Pero otra tanda de penaltis se cruza en el camino. De nuevo Alemania, vuelve a hacer buena la frase del delantero inglés de los años ochenta, Gary Lineker, " El fútbol es un deporte que inventaron los ingleses, juegan once contra once, y siempre gana Alemania".

En la Eurocopa 2000, Inglaterra cava su propia tumba. Escoge el camino más difícil y realiza un homenaje al despropósito. Para firmar la excepción que confirma la regla, ¡consigue ganar a Alemania!, pero sufre dos remontadas ante la Portugal de Luís Figo y un equipo aparentemente inferior, Rumanía. El efecto Beckham parece haber invadido a los Pross; Inglaterra se ha convertido en un equipo con poco amor propio y nula capacidad de desarrollo. El golpe vuelve a ser muy duro.

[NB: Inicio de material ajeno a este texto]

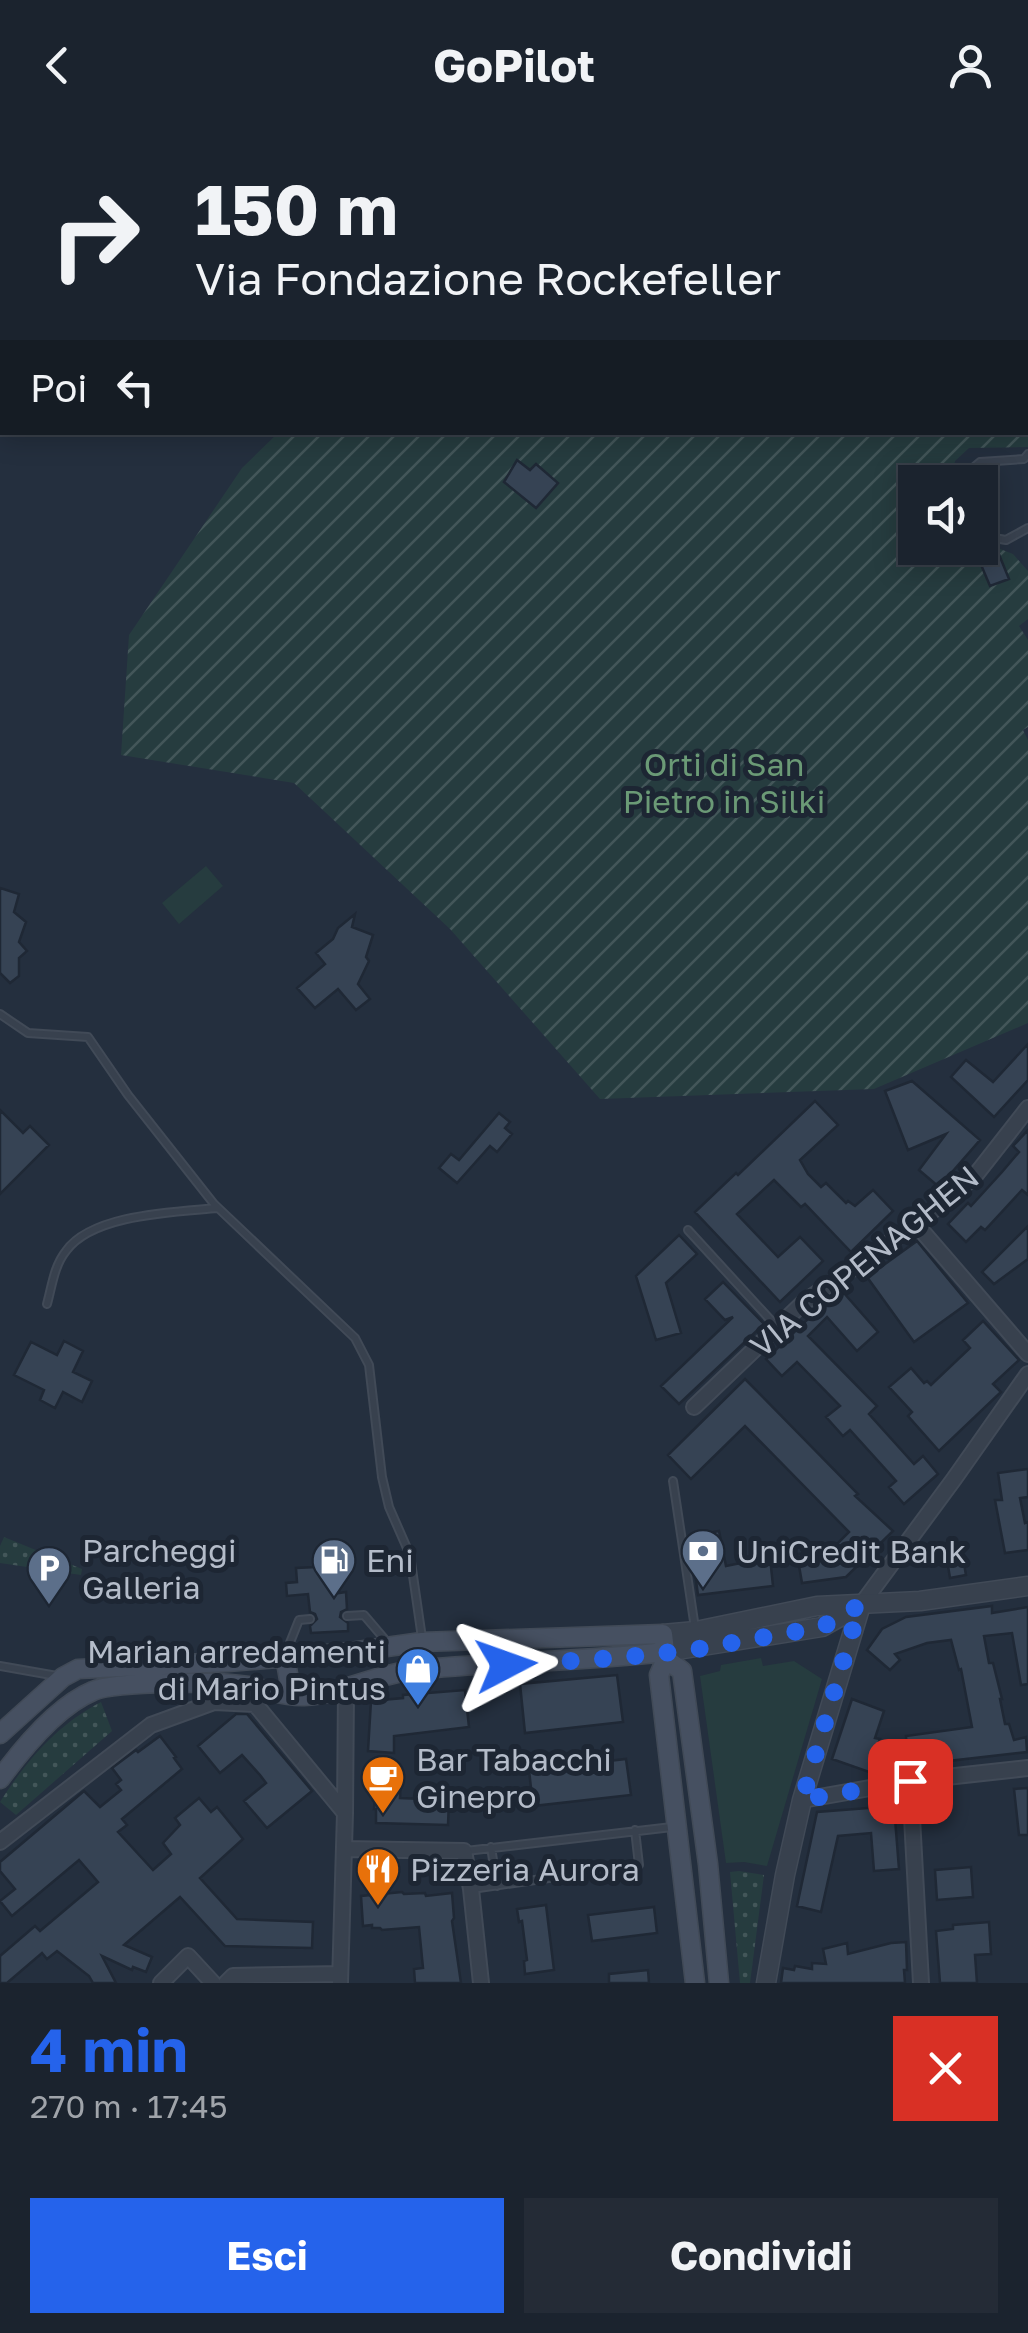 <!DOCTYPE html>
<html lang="it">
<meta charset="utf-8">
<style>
:root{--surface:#1b232e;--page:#242b36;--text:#f1f3f6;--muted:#a0a4aa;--line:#39404a;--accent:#2563eb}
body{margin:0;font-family:"Golos Text",sans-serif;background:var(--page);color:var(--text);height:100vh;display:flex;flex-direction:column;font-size:38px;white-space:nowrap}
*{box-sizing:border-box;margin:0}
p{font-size:32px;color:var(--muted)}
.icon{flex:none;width:55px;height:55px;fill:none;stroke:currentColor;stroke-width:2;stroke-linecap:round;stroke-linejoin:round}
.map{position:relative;height:1853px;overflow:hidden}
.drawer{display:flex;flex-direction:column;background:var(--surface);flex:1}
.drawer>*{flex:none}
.guide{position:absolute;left:0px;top:0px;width:1030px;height:305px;box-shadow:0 5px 25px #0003,0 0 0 2px var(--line);background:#1b232e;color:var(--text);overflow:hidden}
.controls{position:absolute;left:898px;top:335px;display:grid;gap:20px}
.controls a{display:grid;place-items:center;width:100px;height:100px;border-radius:0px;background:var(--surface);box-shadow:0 5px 25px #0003,0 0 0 2px var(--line);font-size:50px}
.pin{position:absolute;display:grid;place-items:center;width:85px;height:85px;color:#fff;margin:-42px;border-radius:20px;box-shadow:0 5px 15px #0006}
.me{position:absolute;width:110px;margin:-55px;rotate:86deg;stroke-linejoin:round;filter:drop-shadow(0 0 8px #0008)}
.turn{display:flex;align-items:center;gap:35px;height:210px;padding:0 30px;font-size:45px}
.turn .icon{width:130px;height:130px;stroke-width:2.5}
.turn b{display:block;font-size:70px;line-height:85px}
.then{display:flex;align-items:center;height:95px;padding:0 30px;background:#0003;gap:20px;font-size:38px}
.round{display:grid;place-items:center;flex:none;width:105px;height:105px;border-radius:0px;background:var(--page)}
.overview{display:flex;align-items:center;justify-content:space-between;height:170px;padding:0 30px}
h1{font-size:60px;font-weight:700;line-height:75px;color:var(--accent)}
.button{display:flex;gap:20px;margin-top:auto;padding:20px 30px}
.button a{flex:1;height:115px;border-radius:0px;background:var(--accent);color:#fff;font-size:40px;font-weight:700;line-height:115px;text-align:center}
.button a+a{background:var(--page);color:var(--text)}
header{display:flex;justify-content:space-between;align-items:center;height:130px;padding:0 30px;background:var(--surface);font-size:45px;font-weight:700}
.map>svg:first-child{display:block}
.grass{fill:url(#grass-dots)}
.park{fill:#263c3f}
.garden{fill:url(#garden-furrows)}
.building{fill:#364354;stroke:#1f2835;stroke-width:2.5}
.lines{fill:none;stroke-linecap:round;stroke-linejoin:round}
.service-casing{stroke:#414a57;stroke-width:10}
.minor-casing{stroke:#414a57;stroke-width:18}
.tertiary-casing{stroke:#414a57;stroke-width:21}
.secondary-casing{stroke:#414a57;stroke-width:21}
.service{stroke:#38414e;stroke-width:6}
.minor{stroke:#38414e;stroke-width:14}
.tertiary{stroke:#38414e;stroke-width:18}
.secondary{stroke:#465061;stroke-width:18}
.route{stroke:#2563eb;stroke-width:18;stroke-dasharray:0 32.4}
.labels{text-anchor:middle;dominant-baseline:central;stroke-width:10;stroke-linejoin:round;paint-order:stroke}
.park-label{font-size:32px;fill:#6b9a76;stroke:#1d2633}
.street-label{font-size:32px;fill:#b4bcc9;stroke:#1d2633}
.poi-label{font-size:32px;fill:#b4bcc9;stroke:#1d2633;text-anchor:start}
</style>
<header><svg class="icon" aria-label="back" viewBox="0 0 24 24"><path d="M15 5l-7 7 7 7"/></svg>GoPilot<svg class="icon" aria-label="person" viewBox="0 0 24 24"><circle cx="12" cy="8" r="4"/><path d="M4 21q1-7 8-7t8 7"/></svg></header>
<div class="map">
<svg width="1028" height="1853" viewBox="0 0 1028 1853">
<defs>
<pattern id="grass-dots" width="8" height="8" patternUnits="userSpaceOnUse" patternTransform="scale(2.5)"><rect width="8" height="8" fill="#263c3f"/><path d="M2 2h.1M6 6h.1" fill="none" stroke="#435659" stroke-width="1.8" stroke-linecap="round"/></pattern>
<pattern id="garden-furrows" width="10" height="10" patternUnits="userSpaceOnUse" patternTransform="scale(2.5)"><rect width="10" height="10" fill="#263c3f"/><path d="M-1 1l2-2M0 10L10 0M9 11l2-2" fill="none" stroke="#435659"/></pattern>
</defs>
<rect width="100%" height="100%" fill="#242f3e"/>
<path class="grass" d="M4,1407L82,1439L81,1445L0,1433V1416Z
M101,1572L112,1601L16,1685L0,1672C26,1631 58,1594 101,1572Z
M739,1741L764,1745L750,1853H740L730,1742Z"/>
<path class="park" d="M206,736L223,756L179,794L162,773Z
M761,1528L763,1536L794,1531L822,1549L767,1736L744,1732L726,1733L700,1546L720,1541L721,1535Z"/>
<path class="garden" d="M1028,97V317L969,318L955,331L951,352H915V418H973L978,426L995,417L1013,424L1028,441V489L1019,496L1028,510V597L1023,600L1028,610V893L874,959L600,969L450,799L294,653L121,625L129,505L242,338L278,303L1028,302Z"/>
<path class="building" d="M517,330L530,340L536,334L558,353L536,378L504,352Z
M998,422L1009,449L990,456L979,430Z
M0,758L19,764L14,782L26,792L19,812L27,821L19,828V846L10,853L0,843Z
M355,784L352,797L373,805L366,827L369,831L358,854L370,869L356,880L338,859L315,878L297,858L325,834L316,823L333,809L338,798Z
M1028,914V950L994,987L951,947L966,930L993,952Z
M912,951L980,1010L939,1057L919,1040L946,1004L908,1020L885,961Z
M815,971L838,995L800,1030L808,1044L821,1057L826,1053L846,1073L848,1071L855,1076L873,1060L893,1081L851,1122L805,1074L801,1077L774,1050L737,1084L778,1127L800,1107L823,1131L780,1172L695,1082L736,1043L738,1045Z
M0,980L23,1003L30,996L49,1015L0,1064Z
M499,983L510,992L505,998L512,1004L497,1022L490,1016L457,1053L439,1038L451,1024L459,1030Z
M1028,1000V1065L1022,1060L985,1100L981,1097L966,1112L948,1094L968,1073L971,1076L1002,1042L1019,1022L1013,1016Z
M1028,1096V1129L994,1154L982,1142Z
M679,1105L697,1124L666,1153L681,1203L656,1210L636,1146Z
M917,1111L968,1173L914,1212L867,1147Z
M723,1152L764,1194L679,1274L661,1256L733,1187L725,1190L705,1169Z
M843,1162L878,1202L857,1221L827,1187L808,1206L877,1276L869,1284L914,1334L923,1326L938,1344L904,1374L889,1357L896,1351L850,1300L843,1306L826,1287L840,1276L797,1232L782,1246L766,1229L810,1187L836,1165Z
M983,1191L1019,1230L993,1254L1001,1262L939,1321L908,1286L912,1282L889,1257L911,1238L924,1253L927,1251L931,1255L970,1218L963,1210Z
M64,1211L83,1221L73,1242L92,1251L82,1272L63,1262L55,1278L40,1270L44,1260L14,1245L31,1212L57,1225Z
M745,1249L858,1364L855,1366L893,1401L846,1447L802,1453L797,1424L831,1420L849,1402L745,1296L691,1349L668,1325Z
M1028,1339V1367L1020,1368L1025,1393L1028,1392V1420L1005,1423L995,1370H1002L998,1343Z
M719,1401L726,1436L770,1427L773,1456L698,1465L694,1436L697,1435L692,1406Z
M963,1428L966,1445L950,1448L947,1430Z
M337,1436L339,1463L346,1462L347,1479L341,1482L340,1487L348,1493V1501L311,1503L310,1496L317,1489L315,1484L310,1482L308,1464L287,1466L286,1453L297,1452L296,1438Z
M992,1476V1483L1028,1477V1554L1021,1555L1012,1503L984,1506L989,1533H993L1002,1569H1000L1005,1594H1009L1014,1610L1026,1607L1027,1622L913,1635L912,1619L907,1620L906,1606L972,1597L961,1539L959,1540L951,1510L927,1513L895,1524L900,1530L890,1540L867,1520L882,1499L906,1487Z
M617,1545L623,1592L525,1603L520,1554Z
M465,1560L469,1597L394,1606V1623L368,1621L371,1571L403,1568V1565Z
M852,1569L884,1581L875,1608L880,1609L869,1642L832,1629Z
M236,1584H247L312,1661L267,1698L244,1671L266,1653L260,1645L242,1625L220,1643L198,1616Z
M160,1606L176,1627L174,1628L182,1639L122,1689L127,1695L118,1702L153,1740L171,1724L163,1713L180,1695L175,1688L199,1668L211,1682L217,1677L243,1709L200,1748L237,1789L313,1792L312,1818L225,1816L180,1767L124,1815L152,1827L146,1842L133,1837L132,1840L102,1826L116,1853H93L89,1846L57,1821L47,1829L42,1823L7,1853H0V1826L35,1796L40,1801L98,1752L79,1730L12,1786L0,1771L15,1759L0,1741V1732L84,1661L100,1677L121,1660L116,1654L121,1650L112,1638L136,1620L138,1622Z
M626,1629L631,1665L533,1676L529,1640Z
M377,1648L401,1649L400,1668L449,1670L448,1695L376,1693V1679H374Z
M1028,1658V1705H1019L1014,1659Z
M894,1676L899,1739L874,1741L871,1703L838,1706L821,1782L797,1776L817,1682Z
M971,1737L973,1767L937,1770L935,1740Z
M402,1762L404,1764L425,1763L426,1766L452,1763L454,1788L452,1791L461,1853H415L414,1839L423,1838L419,1797L382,1800L380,1798H372V1795L363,1796L361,1766Z
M546,1775L554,1840L525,1844L524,1831L527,1830L522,1791L519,1792L517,1779Z
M654,1777L657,1803L592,1811L588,1785Z
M989,1792L991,1824L975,1825L977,1853H940L936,1801L953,1799V1795Z
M906,1812L907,1840H904L905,1853H781L783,1838L794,1840L795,1836L812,1839V1833L826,1834L823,1819L847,1813L848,1824L891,1813Z
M648,1840L649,1853H609V1844Z"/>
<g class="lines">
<g class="service-casing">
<path id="service" d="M972,352L970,347L974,337L980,332L1024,329L1028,324
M980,372L994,408L1006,410L1028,398
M0,884L28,903L88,907L128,965L214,1074L355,1208L369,1235L382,1347L389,1377L410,1425L422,1508
M688,1100L776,1196
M47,1174C52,1156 54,1136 66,1121C92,1084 175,1082 217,1078
M673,1351L695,1498
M347,1486L364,1485L387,1512
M285,1525L299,1490L310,1489
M0,1536L57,1546
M491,1717L497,1756
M466,1721L672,1697
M472,1759L639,1735L635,1700"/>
</g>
<g class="minor-casing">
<path id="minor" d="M628,0V2
M944,2L954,0
M916,1094L1028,1224
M694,1277L803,1173L916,1094L974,1047L1028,978
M861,1475L954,1349L1028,1244
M910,1651L921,1853
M802,1670L910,1651L1028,1638
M0,1712L151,1595L214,1572L255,1574L345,1683
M344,1719L464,1721L471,1759L481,1853
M161,1853L188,1826L213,1853
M226,1853L233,1846L340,1844
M340,1853L345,1683L346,1558"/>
</g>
<g class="tertiary-casing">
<path id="tertiary" d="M663,1504L696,1501L817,1476L920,1471L1028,1456
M665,1522L822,1497L856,1478
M766,1853L785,1745L802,1670L861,1475"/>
</g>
<g class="secondary-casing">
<path id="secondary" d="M285,1527L290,1555L304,1566
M666,1529L682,1541L708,1734L719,1853
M0,1604L63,1547L78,1539L228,1532L351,1522L422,1512L663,1504L666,1529L659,1545L695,1853
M0,1649C22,1619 57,1576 93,1561C115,1551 226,1551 252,1557C270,1560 285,1567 304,1566C342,1564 377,1544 414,1540C498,1531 582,1532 665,1522"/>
</g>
<use href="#service" class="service"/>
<use href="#minor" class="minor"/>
<use href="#tertiary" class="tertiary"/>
<use href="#secondary" class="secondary"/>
</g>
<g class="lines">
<path class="route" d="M506,1535L616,1528L692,1520L822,1497L860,1475L802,1670L910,1651"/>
</g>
<defs>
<g id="bank-pin" transform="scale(2.25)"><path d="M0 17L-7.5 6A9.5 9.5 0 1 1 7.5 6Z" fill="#5c6f8a" stroke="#1d2633"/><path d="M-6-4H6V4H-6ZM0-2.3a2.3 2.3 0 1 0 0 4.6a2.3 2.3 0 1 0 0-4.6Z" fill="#fff"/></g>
<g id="fuel-pin" transform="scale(2.25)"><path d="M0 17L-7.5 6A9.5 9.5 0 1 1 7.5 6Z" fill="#5c6f8a" stroke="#1d2633"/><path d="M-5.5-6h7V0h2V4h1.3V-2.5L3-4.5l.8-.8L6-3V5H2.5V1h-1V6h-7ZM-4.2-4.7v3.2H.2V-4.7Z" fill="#fff"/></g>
<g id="parking-pin" transform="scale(2.25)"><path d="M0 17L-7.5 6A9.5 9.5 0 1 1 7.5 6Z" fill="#5c6f8a" stroke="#1d2633"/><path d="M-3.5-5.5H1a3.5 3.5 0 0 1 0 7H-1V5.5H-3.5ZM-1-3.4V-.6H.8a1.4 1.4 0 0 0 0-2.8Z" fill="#fff"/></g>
<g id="shop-pin" transform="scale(2.25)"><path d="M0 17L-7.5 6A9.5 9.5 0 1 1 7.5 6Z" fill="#3f7fe0" stroke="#1d2633"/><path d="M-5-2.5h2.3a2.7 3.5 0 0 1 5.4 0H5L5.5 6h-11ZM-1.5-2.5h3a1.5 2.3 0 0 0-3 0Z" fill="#fff"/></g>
<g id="cafe-pin" transform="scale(2.25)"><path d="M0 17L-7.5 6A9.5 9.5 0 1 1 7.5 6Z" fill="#e8710a" stroke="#1d2633"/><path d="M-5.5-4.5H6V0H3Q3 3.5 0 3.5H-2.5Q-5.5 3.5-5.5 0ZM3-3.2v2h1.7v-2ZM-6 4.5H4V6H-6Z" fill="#fff"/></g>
<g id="restaurant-pin" transform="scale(2.25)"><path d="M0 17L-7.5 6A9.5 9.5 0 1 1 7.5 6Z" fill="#e8710a" stroke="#1d2633"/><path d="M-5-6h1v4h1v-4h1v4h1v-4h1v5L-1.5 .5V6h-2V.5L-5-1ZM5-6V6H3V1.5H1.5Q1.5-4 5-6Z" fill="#fff"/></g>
</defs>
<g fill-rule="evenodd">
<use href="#bank-pin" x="703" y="1421"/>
<use href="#fuel-pin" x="334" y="1430"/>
<use href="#parking-pin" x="49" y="1438"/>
<use href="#shop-pin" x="418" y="1539"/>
<use href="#cafe-pin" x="383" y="1647"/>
<use href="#restaurant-pin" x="378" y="1739"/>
</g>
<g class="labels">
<g class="park-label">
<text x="724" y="634">Orti di San<tspan x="724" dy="37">Pietro in Silki</tspan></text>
</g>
<g class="street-label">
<text transform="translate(864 1131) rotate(-39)">VIA COPENAGHEN</text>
</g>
<g class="poi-label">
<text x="82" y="1420">Parcheggi<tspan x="82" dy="37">Galleria</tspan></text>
<text x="736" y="1421">UniCredit Bank</text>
<text x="366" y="1430">Eni</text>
<text x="386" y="1521" text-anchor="end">Marian arredamenti<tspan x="386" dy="37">di Mario Pintus</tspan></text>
<text x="416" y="1629">Bar Tabacchi<tspan x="416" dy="37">Ginepro</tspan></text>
<text x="410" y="1739">Pizzeria Aurora</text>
</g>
</g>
</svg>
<div class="controls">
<a><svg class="icon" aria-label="sound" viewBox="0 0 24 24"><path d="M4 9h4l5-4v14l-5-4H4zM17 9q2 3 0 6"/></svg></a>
</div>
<div class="pin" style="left:910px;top:1651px;background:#d93025"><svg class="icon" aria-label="arrive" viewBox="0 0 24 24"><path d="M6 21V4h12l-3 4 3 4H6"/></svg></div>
<svg class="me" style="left:506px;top:1535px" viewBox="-20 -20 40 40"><path d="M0-17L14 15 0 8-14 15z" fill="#2563eb" stroke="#fff" stroke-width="4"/></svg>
<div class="guide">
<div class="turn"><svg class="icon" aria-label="right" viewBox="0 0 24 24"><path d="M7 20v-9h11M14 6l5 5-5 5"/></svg><div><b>150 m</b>Via Fondazione Rockefeller</div></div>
<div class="then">Poi<svg class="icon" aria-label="left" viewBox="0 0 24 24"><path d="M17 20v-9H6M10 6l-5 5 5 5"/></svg></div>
</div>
</div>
<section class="drawer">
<div class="overview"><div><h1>4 min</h1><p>270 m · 17:45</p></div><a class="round" style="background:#d93025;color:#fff"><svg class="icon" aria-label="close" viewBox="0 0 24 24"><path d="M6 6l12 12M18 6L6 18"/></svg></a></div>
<div class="button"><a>Esci</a><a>Condividi</a></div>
</section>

Cuatro años más tarde, se vive la última presencia hasta el momento de los ingleses en un campeonato de Europa antes del desastre de 2008. En Portugal realizan un buen campeonato dirigidos por el sueco Sven Goram Eriksson. A pesar de salir derrotados en el primer encuentro, sufriendo otra remontada para la estadística, consiguen rehacerse en los dos partidos restantes frente a Suiza y Croacia (que sería su verdugo en 2008).

Un agónico partido en Lisboa ante Portugal en cuartos que se resolverá en la tanda de penaltis, les alejará de las semifinales. Tuvieron que lanzarse trece penas máximas, antes de que Vasell fallara.

Ucrania-Polonia 2012 será la octava presencia de Inglaterra en la fase final de un campeonato europeo. Con el recuerdo de una historia gafada y las turbulencias generadas por el adiós de Capello, su rendimiento en el torneo es toda una incógnita. Un nuevo traspiés alargaría los párrafos de la Historia negra de Inglaterra en la Eurocopa.